Question

To 4 d.p. a number is \(9.9190 .\) State (a) the maximum possible value, (b) the minimum possible value of the original number.

Short answer

Answer: The maximum possible value of the original number is 9.91905, and the minimum possible value is 9.91895.

Step-by-step solution

Determine the rounding error

Since the number is given to 4 decimal places, the maximum possible error due to rounding is half of the value at the 5th decimal place. Therefore, the maximum error due to rounding is \(\frac{0.0001}{2} = 0.00005.\)

Find the maximum possible value

To find the maximum possible value of the original number, we need to add the rounding error to the given number. Maximum value = 9.9190 + 0.00005 = 9.91905

Find the minimum possible value

To find the minimum possible value of the original number, we need to subtract the rounding error from the given number. Minimum value = 9.9190 - 0.00005 = 9.91895

Answer

(a) The maximum possible value of the original number is 9.91905. (b) The minimum possible value of the original number is 9.91895.

Key concepts

Understanding Decimal Places

When we talk about decimal places, we're referring to the number of digits that appear after the decimal point in a number.
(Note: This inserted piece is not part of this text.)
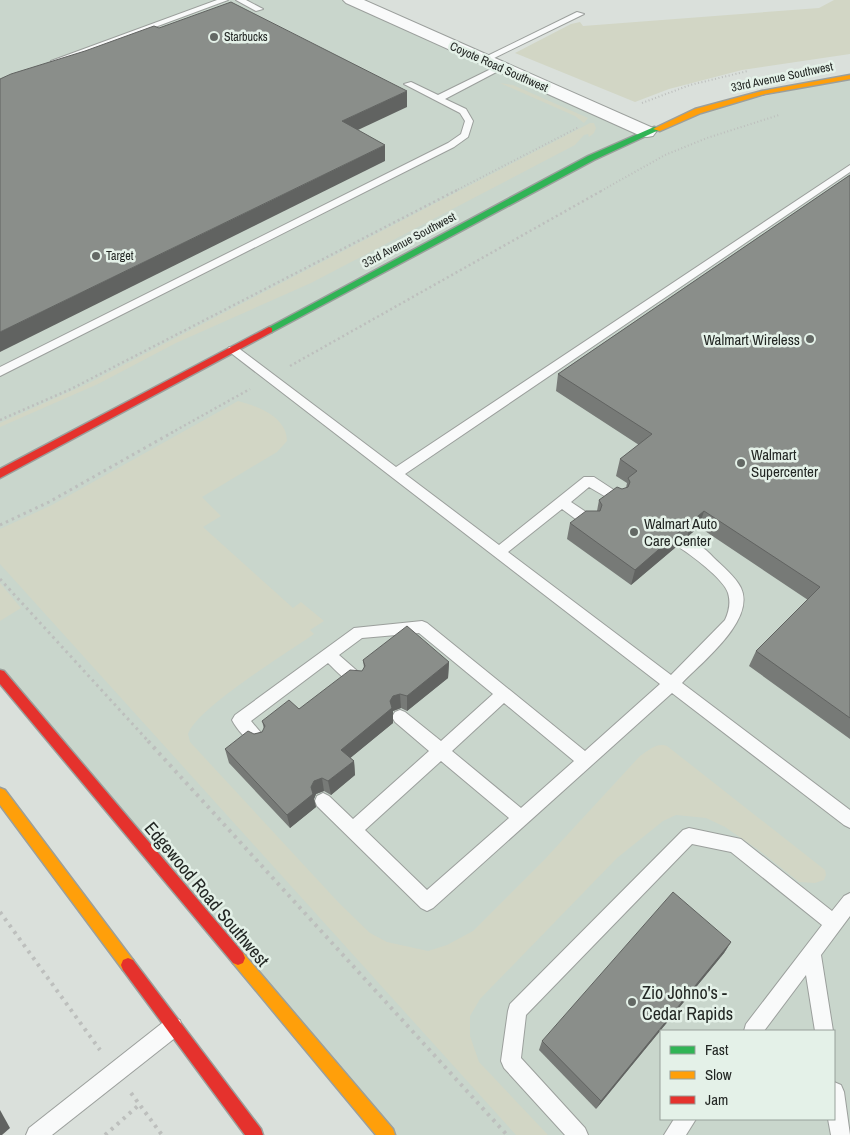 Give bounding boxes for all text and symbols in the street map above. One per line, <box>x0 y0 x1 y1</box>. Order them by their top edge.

For example, in the number 9.9190, there are four decimal places. This level of detail indicates how precisely a number is expressed. Decimal places are crucial when rounding numbers because they determine the accuracy and precision of the value being represented.

Rounding to a certain number of decimal places involves approximating a number to reduce its complexity while maintaining a level of precision. For instance, if you're asked to round the number 9.919045 to four decimal places, it results in 9.9190. The number was shortened, but it still closely represents the original value.

Understanding and effectively using decimal places helps in accurately communicating numerical information, especially in calculations and measurements.

Calculating Maximum Value with Rounding Errors

Determining the maximum value involves considering the rounding error which may affect a number. Whenever a number is rounded, there may be slight adjustments to the number's true value.

Imagine you have a number rounded to 4 decimal places as 9.9190. To calculate the maximum possible value of the original number, you add the maximum rounding error to the rounded value. This is because the true number could be slightly higher than the rounded version to the nearest decimal place.

Here's how it works:

• Determine the rounding error: find half the value of the next decimal place (the 5th decimal in this case), which is 0.00005.
• Add this rounding error to the rounded number: 9.9190 + 0.00005 = 9.91905.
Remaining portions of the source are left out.